Small extracellular vesicles from human umbilical cord mesenchymal stem cells delivering miR-202-5p alleviate renal ischemia-reperfusion injury by targeting GOLIM4 through the PI3K/AKT pathway

Xiang Peng^1,2Wei Shi^2,3Haitao Yu^1,2Zhenwei Feng^1,2Zongjie Wei¹Weiyang He¹Xin Gou¹Yongpeng Xie^1,4*

• ¹Department of Urology, First Affiliated Hospital of Chongqing Medical University, Chongqing, China
• ²Chongqing Key Laboratory of Molecular Oncology and Epigenetics, First Affiliated Hospital of Chongqing Medical University, Chongqing, China
• ³Chongqing Clinical Research Center for Reproductive Medicine, Chongqing Health Center for Women and Children, Chongqing, China
• ⁴Department of Molecular and Medical Pharmacology, David Geffen School of Medicine, University of California, Los Angeles, Los Angeles, California, United States

Ischemia-reperfusion injury (IRI) is a leading contributor to acute kidney injury (AKI), resulting in severe renal dysfunction and increased mortality.
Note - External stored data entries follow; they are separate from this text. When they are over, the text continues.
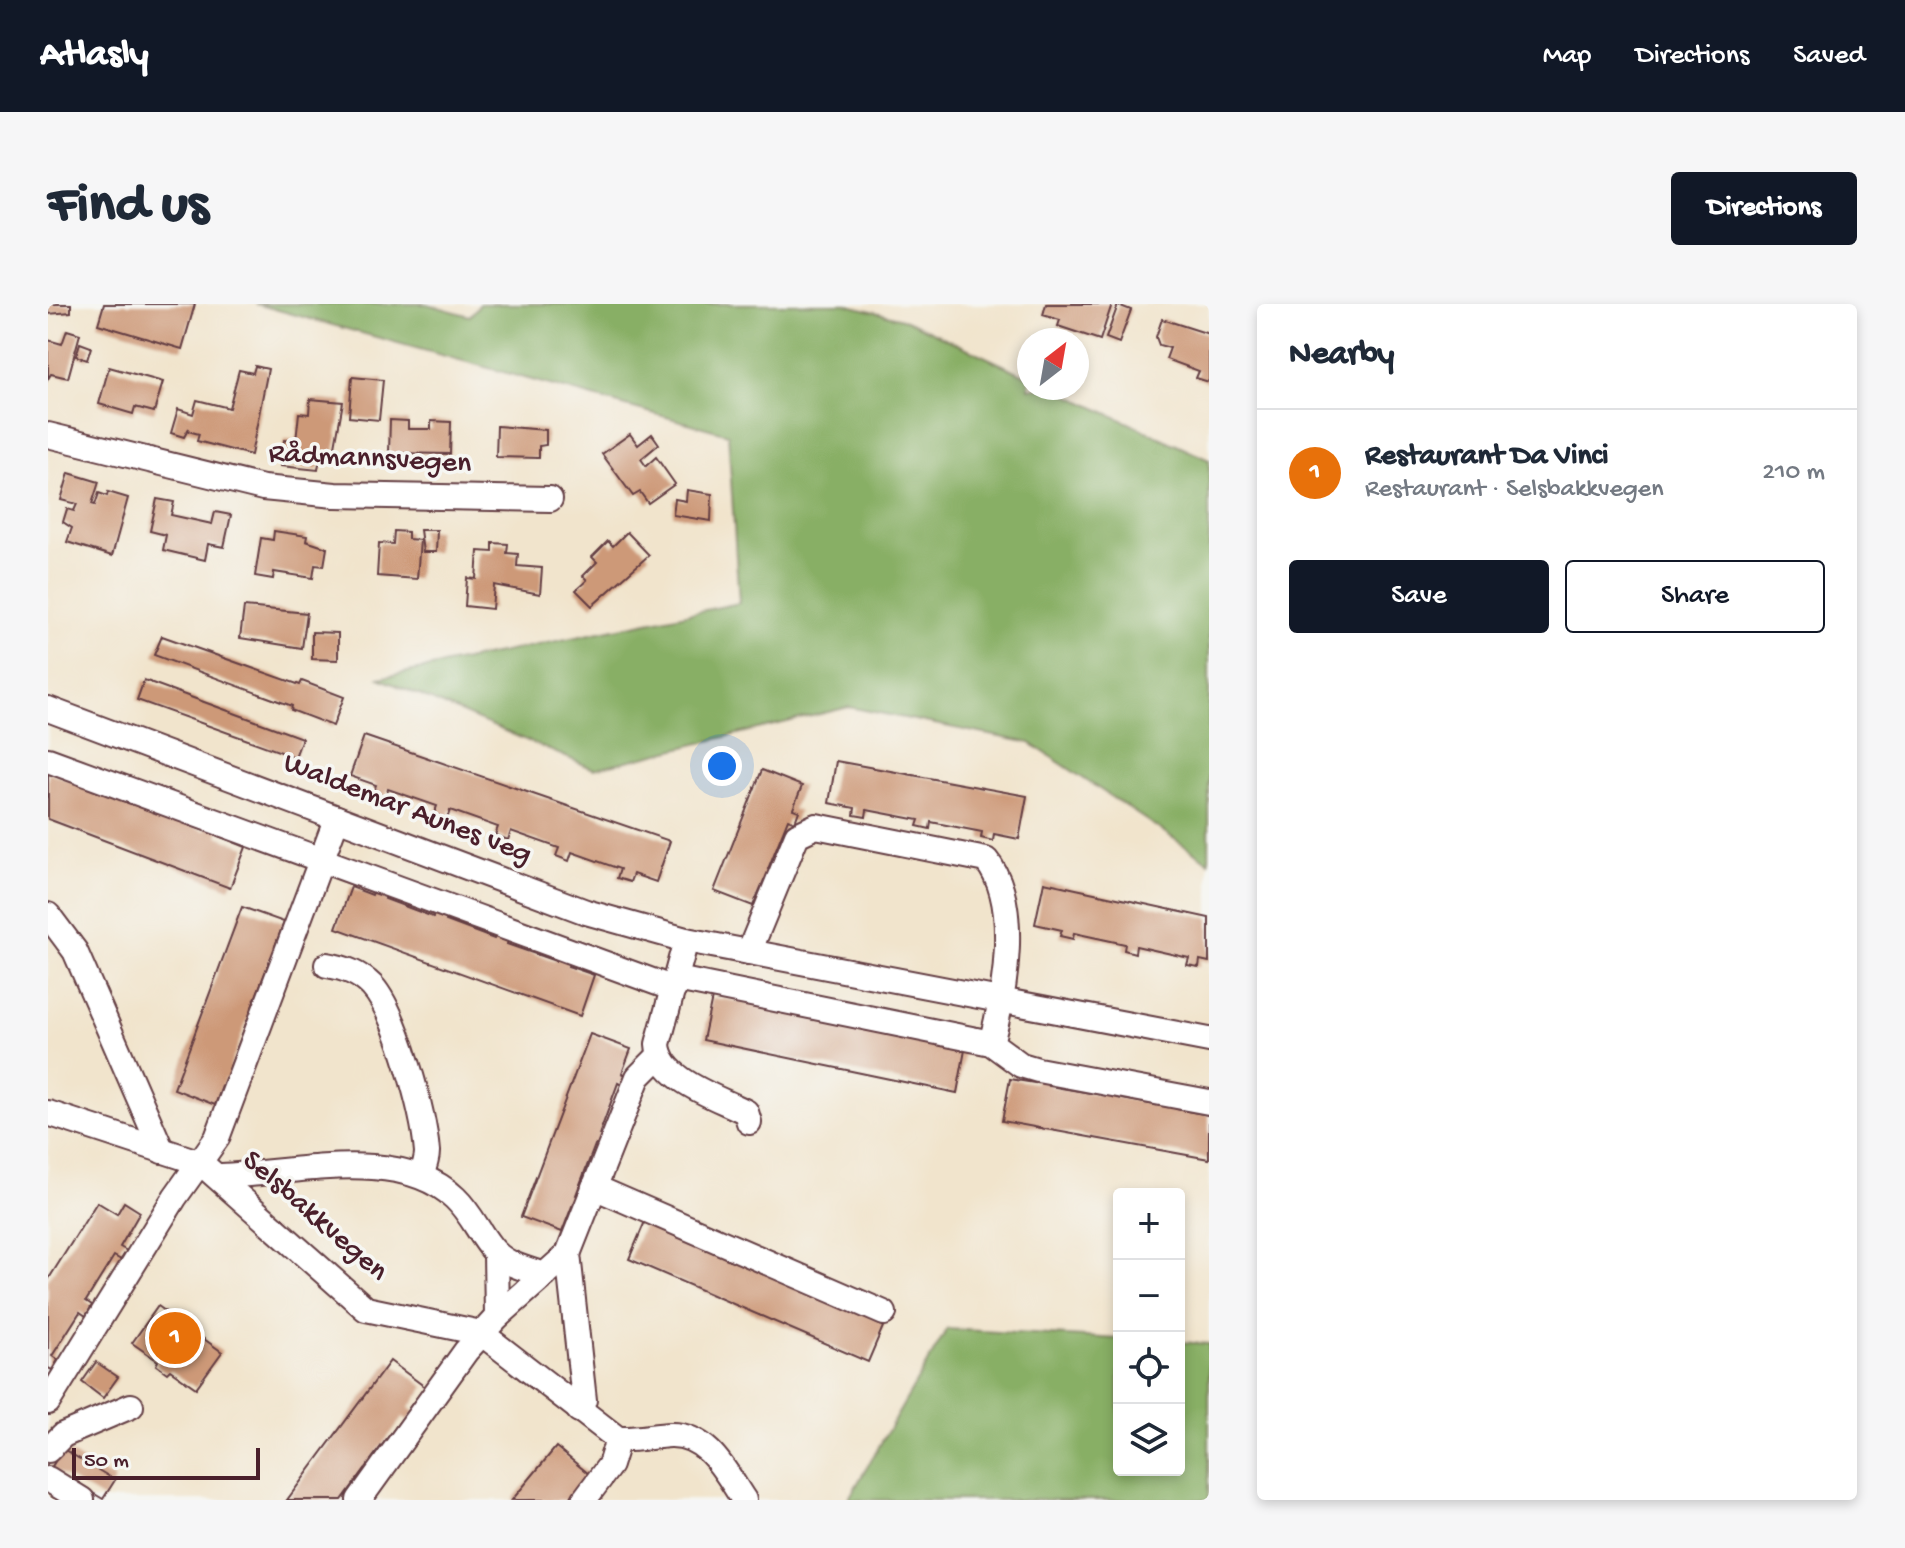 <!DOCTYPE html>
<html lang="en">
<head>
<meta charset="utf-8">
<style>
	:root { --surface:#fff; --page:#f6f6f7; --text:#1f2937; --muted:#747a83; --line:#e0e1e3; --accent:#111827 }
	body { margin:0; font-family:"Gochi Hand",sans-serif; background:var(--page); color:var(--text) }
	.controls { position:absolute; right:24px; bottom:24px; display:grid; overflow:hidden; border-radius:8px; box-shadow:0 4px 12px #0003 }
	.controls button { width:72px; height:72px; display:grid; place-items:center; padding:0; border:0; border-bottom:2px solid var(--line); background:var(--surface); color:var(--text); font:40px sans-serif }
	.compass { position:absolute; left:969px; top:24px; width:72px; height:72px; border-radius:50%; background:var(--surface); box-shadow:0 4px 12px #0003; rotate:31deg }
	.scale { position:absolute; left:24px; bottom:20px; width:188px; box-sizing:border-box; padding-left:8px; border:4px solid #4a1f2b; border-top:0; font-size:22px; line-height:28px; white-space:nowrap; color:#4a1f2b; -webkit-text-stroke:6px #f6f6f2; paint-order:stroke }
	.you { position:absolute; left:674px; top:462px; width:28px; height:28px; margin:-20px; border:6px solid #fff; border-radius:50%; background:#1a73e8; box-shadow:0 0 0 12px #1a73e833 }
	.badge { display:grid; place-items:center; width:52px; height:52px; border-radius:50%; background:var(--accent); color:#fff; font-size:26px; font-weight:700 }
	.pin { position:absolute; translate:-50% -50%; border:4px solid #fff; box-shadow:0 2px 8px #0006 }
	.list { margin:0; padding:0; list-style:none }
	h2 { display:flex; justify-content:space-between; align-items:center; height:104px; margin:0; padding:0 32px; font-size:34px }
	h2 small { font-size:26px; font-weight:400; color:var(--muted) }
	.list li { display:grid; grid-template-columns:52px 1fr auto; gap:24px; align-items:center; box-sizing:border-box; height:128px; padding:0 32px; border-top:2px solid var(--line) }
	.list b { display:block; font-size:30px; white-space:nowrap }
	.list p { margin:0; font-size:26px; white-space:nowrap; color:var(--muted) }
	.list em { font-size:26px; font-style:normal; color:var(--muted) }
	.actions { display:flex; gap:16px; padding:24px 32px }
	.actions a { flex:1; padding:18px 0; border:2px solid var(--accent); border-radius:8px; text-align:center; font-size:28px; color:var(--accent) }
	.actions .main { background:var(--accent); color:#fff }
	.icon { flex:none; width:44px; height:44px; fill:none; stroke:currentColor; stroke-width:2; stroke-linecap:round; stroke-linejoin:round }
	.map { position:relative; flex:none; width:1161px; height:1196px; overflow:hidden; border-radius:8px }
	header { display:flex; align-items:center; gap:48px; box-sizing:border-box; height:112px; padding:0 40px; background:var(--accent); color:#fff }
	header strong { font-size:38px }
	nav { display:flex; gap:44px; margin-inline-start:auto; font-size:28px }
	.intro { display:flex; align-items:center; justify-content:space-between; box-sizing:border-box; height:192px; padding:0 48px }
	h1 { margin:0; font-size:56px }
	.button { padding:20px 36px; border-radius:8px; background:var(--accent); color:#fff; font-size:28px; font-weight:700 }
	main { display:flex; gap:48px; padding:0 48px }
	aside { flex:1; background:var(--surface); border-radius:8px; box-shadow:0 4px 12px #0003 }
	.map>svg:first-child { display:block }
</style>
</head>
<body>
<header>
<strong>Atlasly</strong>
<nav><a>Map</a><a>Directions</a><a>Saved</a></nav>
</header>
<div class="intro"><h1>Find us</h1><a class="button">Directions</a></div>
<main>
<div class="map">
<svg width="1161" height="1196" viewBox="0 0 1161 1196">
	<rect width="100%" height="100%" fill="#f6f6f2"/>
	<filter id="ink" filterUnits="userSpaceOnUse"><feTurbulence type="fractalNoise" baseFrequency=".0125" numOctaves="2"/><feDisplacementMap in="SourceGraphic" scale="16" xChannelSelector="R" yChannelSelector="G"/><feConvolveMatrix kernelMatrix="1 2 1 2 8 2 1 2 1" color-interpolation-filters="sRGB"/></filter>
	<filter id="wash" filterUnits="userSpaceOnUse"><feTurbulence type="fractalNoise" baseFrequency=".006" numOctaves="4" result="noise"/><feDisplacementMap in="SourceGraphic" scale="32" xChannelSelector="R" yChannelSelector="G"/><feGaussianBlur stdDeviation="1.8" result="paint"/><feColorMatrix in="noise" values="0 0 0 0 0 0 0 0 0 0 0 0 0 0 0 0 0 1.4 0 .05"/><feComposite in="paint" operator="in"/></filter>
	<g filter="url(#wash)">
		<rect width="100%" height="100%" fill="#f1e4cc"/>
		<g fill="#88af65" stroke="#696748" stroke-width="2">
			<polygon points="208,0 379,0 422,12 432,0 797,0 858,16 981,73 981,84 1005,84 1161,156 1161,558 982,439 801,403 546,465 331,374 691,299 680,130"/>
			<polygon points="899,1025 1071,1035 1071,1166 1131,1166 1131,1038 1161,1040 1161,1196 800,1196"/>
		</g>
		<g id="blocks">
			<g fill="#cd9978">
				<polygon points="0,0 23,0 23,8 0,10"/>
				<polygon points="56,0 147,0 134,45 50,20"/>
				<polygon points="998,0 1064,0 1052,36 1010,22 1012,16 995,11"/>
				<polygon points="1070,1 1083,6 1071,39 1058,34"/>
				<polygon points="1114,15 1161,30 1161,78 1148,74 1151,67 1118,55 1122,44 1111,41 1108,33"/>
				<polygon points="19,26 32,30 20,74 3,70 0,75 0,36 14,40"/>
				<polygon points="32,39 43,43 39,56 28,52"/>
				<polygon points="207,62 220,65 203,151 149,137 151,130 140,127 141,124 136,133 123,129 130,105 145,110 149,96 181,104 191,66 205,69"/>
				<polygon points="61,63 115,78 106,108 87,103 85,110 51,100"/>
				<polygon points="304,73 335,76 331,116 301,113"/>
				<polygon points="262,95 295,98 286,148 273,147 270,166 233,162 236,136 248,137 251,109 261,110"/>
				<polygon points="342,116 360,117 360,125 383,125 383,117 403,118 402,150 341,149"/>
				<polygon points="449,122 498,126 498,141 491,142 491,154 448,153"/>
				<polygon points="582,130 590,141 604,130 611,140 593,155 598,162 608,153 627,180 600,199 592,188 585,192 554,150"/>
				<polygon points="21,169 51,178 44,200 47,201 51,189 59,192 60,188 80,194 64,252 19,238 24,224 15,218 19,205 26,207 29,200 13,196"/>
				<polygon points="639,186 664,190 663,217 625,211 627,195 638,197"/>
				<polygon points="109,195 126,198 123,211 164,220 167,208 183,211 176,243 160,240 157,256 115,246 118,231 102,227"/>
				<polygon points="372,226 389,226 388,248 375,248"/>
				<polygon points="226,227 259,232 258,237 279,244 276,262 267,261 265,274 226,268 225,275 207,272 213,234 225,236"/>
				<polygon points="346,227 360,228 360,235 372,236 369,275 329,272 331,239 345,240"/>
				<polygon points="579,228 601,251 544,302 528,286 539,276 535,272 549,258 544,253 560,237 565,242"/>
				<polygon points="445,239 460,240 459,249 470,250 469,262 494,264 492,290 446,281 444,305 417,302 419,274 428,275 430,247 445,248"/>
				<polygon points="196,303 259,309 254,344 192,334"/>
				<polygon points="264,328 290,329 290,356 264,355"/>
				<polygon points="114,332 252,381 254,377 296,393 285,422 243,406 244,402 106,351"/>
				<polygon points="96,376 254,434 247,453 89,396"/>
				<polygon points="316,432 622,537 608,578 585,570 582,578 569,574 572,565 524,548 521,557 508,552 511,544 463,527 460,536 447,531 450,523 402,506 399,515 386,510 389,502 340,485 338,493 325,489 328,481 302,472"/>
				<polygon points="788,457 979,492 971,535 946,530 945,537 933,534 934,528 883,518 882,525 869,522 871,516 819,506 818,513 806,511 807,504 781,499"/>
				<polygon points="714,466 754,482 745,505 751,507 747,518 740,515 720,565 727,568 723,578 716,576 705,602 666,587"/>
				<polygon points="0,468 97,504 99,498 112,502 109,509 157,527 160,520 172,525 170,532 198,543 182,584 0,515"/>
				<polygon points="996,578 1161,614 1161,658 1152,656 1151,663 1139,661 1141,654 1088,642 1087,649 1076,646 1077,640 1026,629 1025,635 1012,632 1014,626 987,620"/>
				<polygon points="303,583 324,591 327,583 339,588 337,595 385,613 388,606 400,610 398,617 446,635 449,628 461,632 459,640 507,657 509,650 522,655 520,662 546,671 532,712 288,624"/>
				<polygon points="194,603 236,618 227,642 234,645 229,655 223,653 204,703 210,705 206,716 200,714 182,763 188,765 183,777 177,774 167,801 126,785"/>
				<polygon points="664,694 765,707 764,715 814,725 816,718 828,728 878,738 879,731 892,733 891,741 917,746 909,789 655,736"/>
				<polygon points="542,730 583,745 574,769 580,772 576,782 570,779 551,831 557,833 553,843 547,841 528,891 534,893 530,903 524,902 514,928 473,913"/>
				<polygon points="988,773 1002,775 1001,782 1049,790 1051,784 1066,787 1065,793 1113,802 1115,795 1130,798 1128,805 1161,811 1161,855 954,817 962,775 987,779"/>
				<polygon points="49,898 69,910 76,898 92,908 72,943 79,947 73,956 66,952 38,997 44,1001 38,1012 32,1008 4,1052 10,1056 4,1066 0,1064 0,976"/>
				<polygon points="598,915 837,1018 820,1058 581,955"/>
				<polygon points="110,1002 174,1048 148,1084 122,1066 119,1069 108,1061 110,1057 84,1039"/>
				<polygon points="342,1057 377,1083 361,1104 367,1108 360,1116 355,1113 323,1156 329,1160 322,1169 317,1165 294,1196 239,1196"/>
				<polygon points="48,1058 70,1073 55,1094 34,1078"/>
				<polygon points="508,1143 542,1171 525,1191 531,1196 464,1196"/>
				<polygon points="15,1145 67,1176 55,1195 3,1164"/>
			</g>
		</g>
	</g>
	<g filter="url(#ink)">
		<use href="#blocks" fill-opacity="0" stroke="#633d43" stroke-width="2"/>
		<g fill="none" stroke-linecap="round" stroke-linejoin="round">
			<defs>
				<g id="minor">
					<polyline points="0,131 215,184 287,191 502,195"/>
					<polyline points="0,405 538,608 638,636 1161,736"/>
					<polyline points="0,456 626,685"/>
					<polyline points="0,611 27,647 114,847"/>
					<path d="M638,636L610,740C612,776 669,793 698,808L701,818"/>
					<path d="M701,648L749,531L768,522L938,556C973,598 957,689 943,739"/>
					<path d="M279,661C297,664 311,669 324,682C349,709 376,810 379,848C379,856 376,864 373,872"/>
					<polyline points="629,675 943,739 973,761 990,766 1161,798"/>
					<path d="M0,809L153,859L318,1005L433,1029L570,1135C588,1136 604,1132 622,1131C660,1130 678,1169 696,1196"/>
					<path d="M169,872C239,871 351,840 407,894C424,910 432,932 447,948C459,961 481,966 497,971"/>
					<polyline points="546,883 836,1009"/>
					<polyline points="448,949 449,1013"/>
					<polyline points="520,950 536,1096 531,1106"/>
					<polyline points="0,1098 127,893 169,834 289,514"/>
					<polyline points="0,1146 15,1131 83,1102"/>
					<polyline points="0,1175 34,1196"/>
					<polyline points="311,1196 418,1047 449,1013 520,950 590,773 611,752"/>
					<polyline points="536,1196 562,1161 570,1135"/>
				</g>
			</defs>
			<use href="#minor" stroke="#633d43" stroke-width="28"/>
			<use href="#minor" stroke="#fff" stroke-width="24"/>
		</g>
	</g>
	<g text-anchor="middle" dominant-baseline="central" stroke-width="7" stroke-linejoin="round" paint-order="stroke">
		<g font-size="30" fill="#4a1f2b" stroke="#f6f6f2">
			<text transform="translate(322 156) rotate(3)">Rådmannsvegen</text>
			<text transform="translate(359 506) rotate(21)">Waldemar Aunes veg</text>
			<text transform="translate(266 913) rotate(41)">Selsbakkvegen</text>
		</g>
	</g>
</svg>
<div class="controls">
<button>+</button>
<button>−</button>
<button><svg class="icon" aria-label="locate" viewBox="0 0 24 24"><circle cx="12" cy="12" r="6"/><path d="M12 2v4M12 18v4M2 12h4M18 12h4"/></svg></button>
<button><svg class="icon" aria-label="layers" viewBox="0 0 24 24"><path d="M12 4l9 5-9 5-9-5zM3 14l9 5 9-5"/></svg></button>
</div>
<svg class="compass" viewBox="-18 -18 36 36"><path d="M0-13l5 13h-10z" fill="#e53935"/><path d="M0 13l5-13h-10z" fill="#747a83"/></svg>
<div class="scale">50 m</div>
<div class="you"></div>
<div class="pin badge" style="left:127px;top:1034px;background:#e8710a">1</div>
</div>
<aside>
<h2>Nearby<small></small></h2>
<ul class="list">
<li><span class="badge" style="background:#e8710a">1</span><div><b>Restaurant Da Vinci</b><p>Restaurant · Selsbakkvegen</p></div><em>210 m</em></li>
</ul>
<div class="actions"><a class="main">Save</a><a>Share</a></div>
</aside>
</main>
</body>
</html>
Despite progress in medical research, effective therapies for IRI remain limited. Recently, small extracellular vesicles (sEVs) originating from human umbilical cord mesenchymal stem cells (HucMSC-sEVs) have gained attention as potential therapeutic agents for alleviating organ damage. This study aimed to investigate the protective effects of HucMSC-sEVs in renal IRI and explore the underlying mechanisms involved.HucMSC-sEVs were isolated from HucMSCs via differential ultracentrifugation. Their characteristics were analyzed via transmission electron microscopy (TEM), nanoFCM, and western blotting. The protective effects of HucMSC-sEVs on OGD/R-induced apoptosis in HK-2 cells were evaluated via western blotting and flow cytometric analysis. Additionally, to explore the molecular mechanisms, qRT-PCR, dual-luciferase reporter assays, and other techniques were employed to investigate the role of miR-202-5p in HucMSC-sEVs, with a focus on its ability to regulate the PI3K/AKT pathway through the targeting of GOLIM4. Finally, the therapeutic effects of HucMSC-sEVs were evaluated in vivo via a mouse model of IRI. The HucMSC-sEVs exhibited a characteristic biconcave circular morphology, with a particle size range of 60-100 nm and an average diameter of 79.8 nm. Western blotting confirmed the presence of sEV markers CD9 and TSG101, and HucMSC-sEVs were efficiently taken up by HK-2 cells. In the OGD/R model, HucMSC-sEVs significantly reduced apoptosis, attenuated the expression of BAX and CC3, and promoted the upregulation of BCL-2. Mechanistic studies revealed that HucMSC-sEVs deliver miR-202-5p, which targets GOLIM4 and activates the PI3K/AKT pathway, ultimately reducing renal tubular cell apoptosis. In the mouse IRI model, HucMSC-sEVs significantly alleviated kidney damage and reduced the serum creatinine and urea nitrogen levels.This study is the first to demonstrate the role of HucMSC-sEVs in attenuating renal IRI both in vitro and in vivo through the modulation of the GOLIM4/PI3K/AKT pathway via miR-202-5p. These findings identify a novel molecular target for the treatment of AKI via HucMSC-sEVs and provide a strong theoretical basis for their potential clinical application.